=== Dataset content ===
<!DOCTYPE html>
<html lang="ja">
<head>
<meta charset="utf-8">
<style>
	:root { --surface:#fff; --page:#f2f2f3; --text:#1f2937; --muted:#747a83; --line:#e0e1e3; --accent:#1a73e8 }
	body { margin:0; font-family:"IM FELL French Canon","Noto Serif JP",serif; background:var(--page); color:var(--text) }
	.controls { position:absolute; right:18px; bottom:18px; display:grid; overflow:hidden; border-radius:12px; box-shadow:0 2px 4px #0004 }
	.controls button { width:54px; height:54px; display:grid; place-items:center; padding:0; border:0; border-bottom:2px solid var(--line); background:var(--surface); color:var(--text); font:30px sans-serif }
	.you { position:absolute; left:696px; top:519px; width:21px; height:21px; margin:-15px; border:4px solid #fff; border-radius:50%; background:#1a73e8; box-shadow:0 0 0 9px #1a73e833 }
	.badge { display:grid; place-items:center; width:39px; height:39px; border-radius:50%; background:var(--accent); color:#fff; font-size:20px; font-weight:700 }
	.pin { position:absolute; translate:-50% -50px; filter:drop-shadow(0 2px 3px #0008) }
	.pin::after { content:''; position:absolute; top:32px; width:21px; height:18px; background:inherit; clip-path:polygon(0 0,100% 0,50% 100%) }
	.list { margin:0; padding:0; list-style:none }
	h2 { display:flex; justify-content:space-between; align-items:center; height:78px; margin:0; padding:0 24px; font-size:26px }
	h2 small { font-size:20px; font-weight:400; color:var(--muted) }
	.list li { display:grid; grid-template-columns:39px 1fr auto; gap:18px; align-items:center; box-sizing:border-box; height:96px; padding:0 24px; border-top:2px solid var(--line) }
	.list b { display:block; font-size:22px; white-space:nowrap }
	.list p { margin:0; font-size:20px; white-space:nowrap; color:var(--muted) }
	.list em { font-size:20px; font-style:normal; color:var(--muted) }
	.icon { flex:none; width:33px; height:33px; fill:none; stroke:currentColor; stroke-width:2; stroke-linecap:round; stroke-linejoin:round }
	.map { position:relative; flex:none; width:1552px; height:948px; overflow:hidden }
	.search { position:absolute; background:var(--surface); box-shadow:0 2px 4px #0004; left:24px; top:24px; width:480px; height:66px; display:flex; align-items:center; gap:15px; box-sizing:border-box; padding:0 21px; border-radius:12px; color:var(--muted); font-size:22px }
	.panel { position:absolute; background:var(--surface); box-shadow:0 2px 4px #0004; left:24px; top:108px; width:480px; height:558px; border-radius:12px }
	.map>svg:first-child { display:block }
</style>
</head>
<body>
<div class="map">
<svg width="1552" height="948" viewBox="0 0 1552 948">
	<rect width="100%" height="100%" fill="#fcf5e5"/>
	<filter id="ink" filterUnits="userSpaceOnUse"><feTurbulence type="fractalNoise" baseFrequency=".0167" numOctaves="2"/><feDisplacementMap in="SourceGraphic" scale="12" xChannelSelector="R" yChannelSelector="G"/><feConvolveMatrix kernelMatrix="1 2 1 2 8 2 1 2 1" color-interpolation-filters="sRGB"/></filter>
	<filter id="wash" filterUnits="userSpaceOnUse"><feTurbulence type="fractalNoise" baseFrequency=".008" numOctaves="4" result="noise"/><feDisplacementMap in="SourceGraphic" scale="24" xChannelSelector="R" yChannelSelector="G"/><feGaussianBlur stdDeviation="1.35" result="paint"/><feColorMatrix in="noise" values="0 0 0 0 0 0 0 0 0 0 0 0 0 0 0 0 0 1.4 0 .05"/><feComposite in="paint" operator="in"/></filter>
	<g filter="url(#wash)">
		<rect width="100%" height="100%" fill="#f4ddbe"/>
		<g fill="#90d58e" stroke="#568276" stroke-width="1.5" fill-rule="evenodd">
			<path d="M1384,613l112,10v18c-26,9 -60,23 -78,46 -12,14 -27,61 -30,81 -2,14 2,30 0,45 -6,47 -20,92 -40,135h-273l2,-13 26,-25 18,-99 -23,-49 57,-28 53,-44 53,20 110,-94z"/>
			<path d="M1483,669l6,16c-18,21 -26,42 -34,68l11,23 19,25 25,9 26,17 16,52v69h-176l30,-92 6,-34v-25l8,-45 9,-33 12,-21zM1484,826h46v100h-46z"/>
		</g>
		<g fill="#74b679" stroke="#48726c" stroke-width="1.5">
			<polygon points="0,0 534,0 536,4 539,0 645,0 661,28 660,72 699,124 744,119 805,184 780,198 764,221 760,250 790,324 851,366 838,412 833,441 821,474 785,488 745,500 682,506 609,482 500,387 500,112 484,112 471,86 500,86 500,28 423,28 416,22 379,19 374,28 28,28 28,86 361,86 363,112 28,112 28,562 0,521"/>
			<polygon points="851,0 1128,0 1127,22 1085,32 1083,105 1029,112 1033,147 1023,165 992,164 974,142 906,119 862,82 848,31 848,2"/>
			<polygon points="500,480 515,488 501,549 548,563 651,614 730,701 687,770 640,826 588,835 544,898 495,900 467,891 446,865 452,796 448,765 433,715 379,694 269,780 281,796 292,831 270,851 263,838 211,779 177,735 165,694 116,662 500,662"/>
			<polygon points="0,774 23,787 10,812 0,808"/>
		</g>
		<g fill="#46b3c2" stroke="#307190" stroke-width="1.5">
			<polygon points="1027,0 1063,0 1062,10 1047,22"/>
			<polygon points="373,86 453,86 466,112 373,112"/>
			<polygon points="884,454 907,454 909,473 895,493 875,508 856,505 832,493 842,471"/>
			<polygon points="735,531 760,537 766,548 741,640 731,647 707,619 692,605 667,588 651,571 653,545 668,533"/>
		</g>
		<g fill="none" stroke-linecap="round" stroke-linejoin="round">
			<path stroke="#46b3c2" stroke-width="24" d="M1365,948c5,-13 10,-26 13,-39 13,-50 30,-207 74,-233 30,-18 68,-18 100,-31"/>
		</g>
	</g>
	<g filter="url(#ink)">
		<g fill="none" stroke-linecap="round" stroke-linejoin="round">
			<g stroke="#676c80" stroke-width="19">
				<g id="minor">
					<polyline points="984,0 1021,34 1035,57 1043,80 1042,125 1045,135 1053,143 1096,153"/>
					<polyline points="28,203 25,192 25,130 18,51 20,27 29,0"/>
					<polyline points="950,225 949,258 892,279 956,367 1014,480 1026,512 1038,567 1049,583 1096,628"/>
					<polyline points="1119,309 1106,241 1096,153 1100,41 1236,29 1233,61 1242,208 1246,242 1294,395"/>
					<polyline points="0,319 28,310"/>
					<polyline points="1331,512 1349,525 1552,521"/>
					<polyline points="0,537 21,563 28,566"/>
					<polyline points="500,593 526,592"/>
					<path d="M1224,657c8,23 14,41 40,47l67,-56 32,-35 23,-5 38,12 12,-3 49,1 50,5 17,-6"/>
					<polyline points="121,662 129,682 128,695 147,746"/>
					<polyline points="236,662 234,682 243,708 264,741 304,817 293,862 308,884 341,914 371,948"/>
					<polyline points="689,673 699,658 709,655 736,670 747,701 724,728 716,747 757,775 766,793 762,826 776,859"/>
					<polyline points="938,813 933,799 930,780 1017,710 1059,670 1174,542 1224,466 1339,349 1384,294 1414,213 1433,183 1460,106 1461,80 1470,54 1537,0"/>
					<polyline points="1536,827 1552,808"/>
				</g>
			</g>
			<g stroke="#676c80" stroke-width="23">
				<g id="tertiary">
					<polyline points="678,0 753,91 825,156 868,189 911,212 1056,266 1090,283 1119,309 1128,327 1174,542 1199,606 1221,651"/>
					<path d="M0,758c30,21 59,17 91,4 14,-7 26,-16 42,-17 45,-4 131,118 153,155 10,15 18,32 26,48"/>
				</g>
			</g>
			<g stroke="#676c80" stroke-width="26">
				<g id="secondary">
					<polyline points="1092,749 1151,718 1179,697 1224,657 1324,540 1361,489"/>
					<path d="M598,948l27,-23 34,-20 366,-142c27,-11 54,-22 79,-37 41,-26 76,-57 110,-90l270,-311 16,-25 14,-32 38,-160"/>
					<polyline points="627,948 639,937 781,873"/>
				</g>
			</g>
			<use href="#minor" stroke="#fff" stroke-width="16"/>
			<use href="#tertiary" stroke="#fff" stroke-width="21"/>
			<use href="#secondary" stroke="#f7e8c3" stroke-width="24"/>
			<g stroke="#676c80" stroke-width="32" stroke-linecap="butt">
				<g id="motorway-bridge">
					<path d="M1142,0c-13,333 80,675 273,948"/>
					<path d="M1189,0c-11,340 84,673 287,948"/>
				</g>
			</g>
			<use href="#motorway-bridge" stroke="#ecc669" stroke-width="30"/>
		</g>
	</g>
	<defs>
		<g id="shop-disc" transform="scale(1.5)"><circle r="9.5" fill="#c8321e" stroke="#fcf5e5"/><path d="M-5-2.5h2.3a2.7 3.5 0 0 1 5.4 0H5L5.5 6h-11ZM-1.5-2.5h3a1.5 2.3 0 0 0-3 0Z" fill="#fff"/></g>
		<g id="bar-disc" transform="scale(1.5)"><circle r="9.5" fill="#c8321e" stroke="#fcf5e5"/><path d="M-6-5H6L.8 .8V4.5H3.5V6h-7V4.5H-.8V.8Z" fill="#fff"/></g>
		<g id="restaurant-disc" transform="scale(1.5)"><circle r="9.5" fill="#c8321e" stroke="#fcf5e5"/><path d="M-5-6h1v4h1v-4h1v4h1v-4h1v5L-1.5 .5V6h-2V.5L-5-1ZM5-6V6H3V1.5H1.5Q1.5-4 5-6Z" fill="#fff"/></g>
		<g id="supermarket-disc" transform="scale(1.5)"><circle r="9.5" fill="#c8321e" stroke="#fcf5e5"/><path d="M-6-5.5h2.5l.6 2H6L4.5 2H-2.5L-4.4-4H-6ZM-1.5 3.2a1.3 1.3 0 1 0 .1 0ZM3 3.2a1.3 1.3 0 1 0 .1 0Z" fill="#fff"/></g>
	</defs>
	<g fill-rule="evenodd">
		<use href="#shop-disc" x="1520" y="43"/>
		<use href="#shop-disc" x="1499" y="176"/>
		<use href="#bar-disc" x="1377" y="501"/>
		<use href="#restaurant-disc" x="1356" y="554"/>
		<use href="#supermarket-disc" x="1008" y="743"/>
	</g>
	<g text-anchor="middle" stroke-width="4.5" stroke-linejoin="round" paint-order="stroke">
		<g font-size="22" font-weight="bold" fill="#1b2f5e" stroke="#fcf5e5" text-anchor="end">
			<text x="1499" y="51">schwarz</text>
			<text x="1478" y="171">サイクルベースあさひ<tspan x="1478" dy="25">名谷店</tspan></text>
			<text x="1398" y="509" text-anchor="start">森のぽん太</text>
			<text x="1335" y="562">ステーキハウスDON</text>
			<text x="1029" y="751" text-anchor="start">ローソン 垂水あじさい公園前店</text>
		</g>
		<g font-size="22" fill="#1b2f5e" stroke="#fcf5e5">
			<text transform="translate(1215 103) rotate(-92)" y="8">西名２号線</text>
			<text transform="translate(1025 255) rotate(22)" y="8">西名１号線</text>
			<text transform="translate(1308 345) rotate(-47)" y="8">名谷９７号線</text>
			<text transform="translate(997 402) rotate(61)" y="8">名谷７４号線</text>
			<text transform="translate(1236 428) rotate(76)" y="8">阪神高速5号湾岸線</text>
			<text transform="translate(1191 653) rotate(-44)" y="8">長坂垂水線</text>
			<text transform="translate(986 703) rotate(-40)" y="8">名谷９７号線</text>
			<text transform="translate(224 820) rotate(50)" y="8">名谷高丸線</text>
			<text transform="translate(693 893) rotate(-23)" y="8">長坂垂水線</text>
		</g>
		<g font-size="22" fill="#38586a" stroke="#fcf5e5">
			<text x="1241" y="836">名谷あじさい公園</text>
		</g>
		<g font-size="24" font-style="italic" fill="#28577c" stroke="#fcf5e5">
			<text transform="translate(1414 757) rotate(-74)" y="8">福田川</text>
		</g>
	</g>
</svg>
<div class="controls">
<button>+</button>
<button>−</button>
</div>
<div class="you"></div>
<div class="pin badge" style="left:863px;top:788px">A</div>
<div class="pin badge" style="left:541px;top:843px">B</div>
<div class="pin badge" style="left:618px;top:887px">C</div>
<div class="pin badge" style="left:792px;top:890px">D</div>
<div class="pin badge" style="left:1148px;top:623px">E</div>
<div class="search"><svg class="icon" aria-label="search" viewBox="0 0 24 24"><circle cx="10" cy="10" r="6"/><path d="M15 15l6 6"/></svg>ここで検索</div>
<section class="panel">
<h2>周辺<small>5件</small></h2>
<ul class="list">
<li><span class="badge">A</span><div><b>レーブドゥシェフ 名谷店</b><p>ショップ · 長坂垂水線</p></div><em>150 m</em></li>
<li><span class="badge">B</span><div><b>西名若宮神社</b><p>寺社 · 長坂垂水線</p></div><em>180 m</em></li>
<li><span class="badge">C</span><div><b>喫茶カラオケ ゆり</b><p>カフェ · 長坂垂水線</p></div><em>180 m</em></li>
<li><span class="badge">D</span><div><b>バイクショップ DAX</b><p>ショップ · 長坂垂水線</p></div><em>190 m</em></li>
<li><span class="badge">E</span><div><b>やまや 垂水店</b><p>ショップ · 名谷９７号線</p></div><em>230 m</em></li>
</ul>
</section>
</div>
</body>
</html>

* * *

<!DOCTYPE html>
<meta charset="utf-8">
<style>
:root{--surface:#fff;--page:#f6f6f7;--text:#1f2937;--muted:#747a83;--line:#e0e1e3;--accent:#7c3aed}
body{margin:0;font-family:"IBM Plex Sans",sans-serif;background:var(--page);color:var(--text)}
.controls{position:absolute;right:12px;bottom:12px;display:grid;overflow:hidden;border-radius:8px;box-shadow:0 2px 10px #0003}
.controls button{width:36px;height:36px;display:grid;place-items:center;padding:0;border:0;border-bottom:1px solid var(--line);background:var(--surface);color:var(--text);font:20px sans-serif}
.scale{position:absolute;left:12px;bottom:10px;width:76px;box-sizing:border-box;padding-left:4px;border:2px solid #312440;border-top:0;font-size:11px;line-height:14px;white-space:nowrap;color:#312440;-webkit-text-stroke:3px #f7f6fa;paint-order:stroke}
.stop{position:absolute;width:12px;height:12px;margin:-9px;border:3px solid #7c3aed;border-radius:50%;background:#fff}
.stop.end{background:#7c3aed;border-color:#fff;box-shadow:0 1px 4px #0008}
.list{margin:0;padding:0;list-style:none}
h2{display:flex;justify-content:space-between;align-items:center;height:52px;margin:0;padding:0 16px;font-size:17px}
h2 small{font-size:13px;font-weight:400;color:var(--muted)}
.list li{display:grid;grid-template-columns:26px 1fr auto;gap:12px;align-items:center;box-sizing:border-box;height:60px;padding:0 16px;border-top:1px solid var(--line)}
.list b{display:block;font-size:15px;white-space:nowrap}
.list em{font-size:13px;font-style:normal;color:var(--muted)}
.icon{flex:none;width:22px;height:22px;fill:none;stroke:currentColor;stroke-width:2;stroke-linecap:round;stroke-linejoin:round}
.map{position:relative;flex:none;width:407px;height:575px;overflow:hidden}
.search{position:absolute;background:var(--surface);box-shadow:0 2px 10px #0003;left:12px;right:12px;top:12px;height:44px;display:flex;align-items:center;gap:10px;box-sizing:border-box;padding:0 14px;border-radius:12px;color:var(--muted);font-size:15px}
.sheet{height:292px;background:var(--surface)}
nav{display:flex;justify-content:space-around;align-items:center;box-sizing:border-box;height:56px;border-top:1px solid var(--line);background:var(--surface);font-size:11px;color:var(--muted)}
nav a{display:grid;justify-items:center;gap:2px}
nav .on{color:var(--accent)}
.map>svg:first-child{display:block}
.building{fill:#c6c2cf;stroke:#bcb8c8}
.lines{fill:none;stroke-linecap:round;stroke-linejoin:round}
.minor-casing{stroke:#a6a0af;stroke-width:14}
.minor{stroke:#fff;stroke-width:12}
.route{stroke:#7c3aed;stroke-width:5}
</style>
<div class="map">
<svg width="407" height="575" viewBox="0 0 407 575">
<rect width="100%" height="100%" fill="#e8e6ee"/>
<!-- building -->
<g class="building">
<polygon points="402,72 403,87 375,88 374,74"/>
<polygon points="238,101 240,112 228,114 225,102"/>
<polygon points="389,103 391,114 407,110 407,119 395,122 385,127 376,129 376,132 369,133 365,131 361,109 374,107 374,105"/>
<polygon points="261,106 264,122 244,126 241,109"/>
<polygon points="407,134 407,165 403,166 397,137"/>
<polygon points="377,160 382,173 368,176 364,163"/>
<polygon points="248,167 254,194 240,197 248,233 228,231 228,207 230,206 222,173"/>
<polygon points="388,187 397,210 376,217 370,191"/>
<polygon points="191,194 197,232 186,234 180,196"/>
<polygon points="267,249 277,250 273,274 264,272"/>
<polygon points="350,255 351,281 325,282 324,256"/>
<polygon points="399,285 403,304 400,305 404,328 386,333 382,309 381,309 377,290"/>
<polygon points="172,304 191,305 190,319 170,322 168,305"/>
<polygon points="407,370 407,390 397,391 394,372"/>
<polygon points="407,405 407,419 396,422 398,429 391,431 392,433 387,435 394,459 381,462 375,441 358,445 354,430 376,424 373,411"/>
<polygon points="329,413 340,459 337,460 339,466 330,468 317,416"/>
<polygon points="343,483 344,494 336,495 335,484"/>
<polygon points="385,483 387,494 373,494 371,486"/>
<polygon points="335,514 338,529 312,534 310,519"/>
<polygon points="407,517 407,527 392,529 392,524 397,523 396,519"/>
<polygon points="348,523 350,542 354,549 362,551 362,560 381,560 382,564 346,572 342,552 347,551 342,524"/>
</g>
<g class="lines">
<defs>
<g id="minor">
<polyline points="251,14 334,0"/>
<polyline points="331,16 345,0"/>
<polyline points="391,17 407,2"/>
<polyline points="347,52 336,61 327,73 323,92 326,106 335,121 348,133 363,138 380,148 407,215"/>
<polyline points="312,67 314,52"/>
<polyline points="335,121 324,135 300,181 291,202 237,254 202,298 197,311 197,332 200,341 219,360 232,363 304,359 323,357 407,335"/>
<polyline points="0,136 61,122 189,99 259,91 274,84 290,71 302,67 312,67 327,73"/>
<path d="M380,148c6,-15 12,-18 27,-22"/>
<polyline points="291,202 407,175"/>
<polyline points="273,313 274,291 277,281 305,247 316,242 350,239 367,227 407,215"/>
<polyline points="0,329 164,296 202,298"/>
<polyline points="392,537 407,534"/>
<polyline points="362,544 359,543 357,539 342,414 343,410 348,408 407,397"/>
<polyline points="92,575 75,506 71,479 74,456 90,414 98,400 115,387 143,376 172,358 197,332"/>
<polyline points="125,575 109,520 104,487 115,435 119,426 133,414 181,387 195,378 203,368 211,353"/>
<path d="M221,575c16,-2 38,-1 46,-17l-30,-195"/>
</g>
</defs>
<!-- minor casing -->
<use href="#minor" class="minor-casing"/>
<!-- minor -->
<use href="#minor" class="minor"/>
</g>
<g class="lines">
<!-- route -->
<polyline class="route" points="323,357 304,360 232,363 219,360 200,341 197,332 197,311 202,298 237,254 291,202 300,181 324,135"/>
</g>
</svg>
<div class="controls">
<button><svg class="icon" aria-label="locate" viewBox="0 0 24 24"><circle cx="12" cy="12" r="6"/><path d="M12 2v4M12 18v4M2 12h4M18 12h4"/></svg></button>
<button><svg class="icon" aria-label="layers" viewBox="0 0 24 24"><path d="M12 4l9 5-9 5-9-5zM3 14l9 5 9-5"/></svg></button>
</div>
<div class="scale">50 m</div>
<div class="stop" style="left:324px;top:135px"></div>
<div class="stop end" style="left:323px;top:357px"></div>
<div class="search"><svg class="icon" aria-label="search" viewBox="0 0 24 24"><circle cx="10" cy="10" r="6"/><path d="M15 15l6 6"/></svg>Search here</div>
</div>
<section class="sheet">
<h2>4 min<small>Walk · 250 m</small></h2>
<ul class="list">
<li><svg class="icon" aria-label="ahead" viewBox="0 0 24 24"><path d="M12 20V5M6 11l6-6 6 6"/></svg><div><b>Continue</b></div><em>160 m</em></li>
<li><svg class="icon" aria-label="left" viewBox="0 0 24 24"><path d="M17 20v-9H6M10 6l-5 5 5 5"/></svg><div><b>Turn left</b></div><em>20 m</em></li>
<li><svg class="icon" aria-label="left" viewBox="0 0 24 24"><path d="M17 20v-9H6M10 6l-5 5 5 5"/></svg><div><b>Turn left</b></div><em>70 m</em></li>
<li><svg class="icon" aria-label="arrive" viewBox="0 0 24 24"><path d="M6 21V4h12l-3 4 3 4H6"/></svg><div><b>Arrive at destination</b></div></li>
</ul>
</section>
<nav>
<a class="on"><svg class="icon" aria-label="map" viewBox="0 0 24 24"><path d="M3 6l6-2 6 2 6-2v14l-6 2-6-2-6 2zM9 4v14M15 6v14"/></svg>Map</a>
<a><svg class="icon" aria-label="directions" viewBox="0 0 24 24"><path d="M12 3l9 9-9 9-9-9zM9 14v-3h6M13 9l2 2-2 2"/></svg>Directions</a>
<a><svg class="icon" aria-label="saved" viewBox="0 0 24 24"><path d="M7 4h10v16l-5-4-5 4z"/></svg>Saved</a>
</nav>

=== What needs to be done ===
Please show the lines in the entries above that hold the string "template".

=== Written response ===
	.list li { display:grid; grid-template-columns:39px 1fr auto; gap:18px; align-items:center; box-sizing:border-box; height:96px; padding:0 24px; border-top:2px solid var(--line) }
.list li{display:grid;grid-template-columns:26px 1fr auto;gap:12px;align-items:center;box-sizing:border-box;height:60px;padding:0 16px;border-top:1px solid var(--line)}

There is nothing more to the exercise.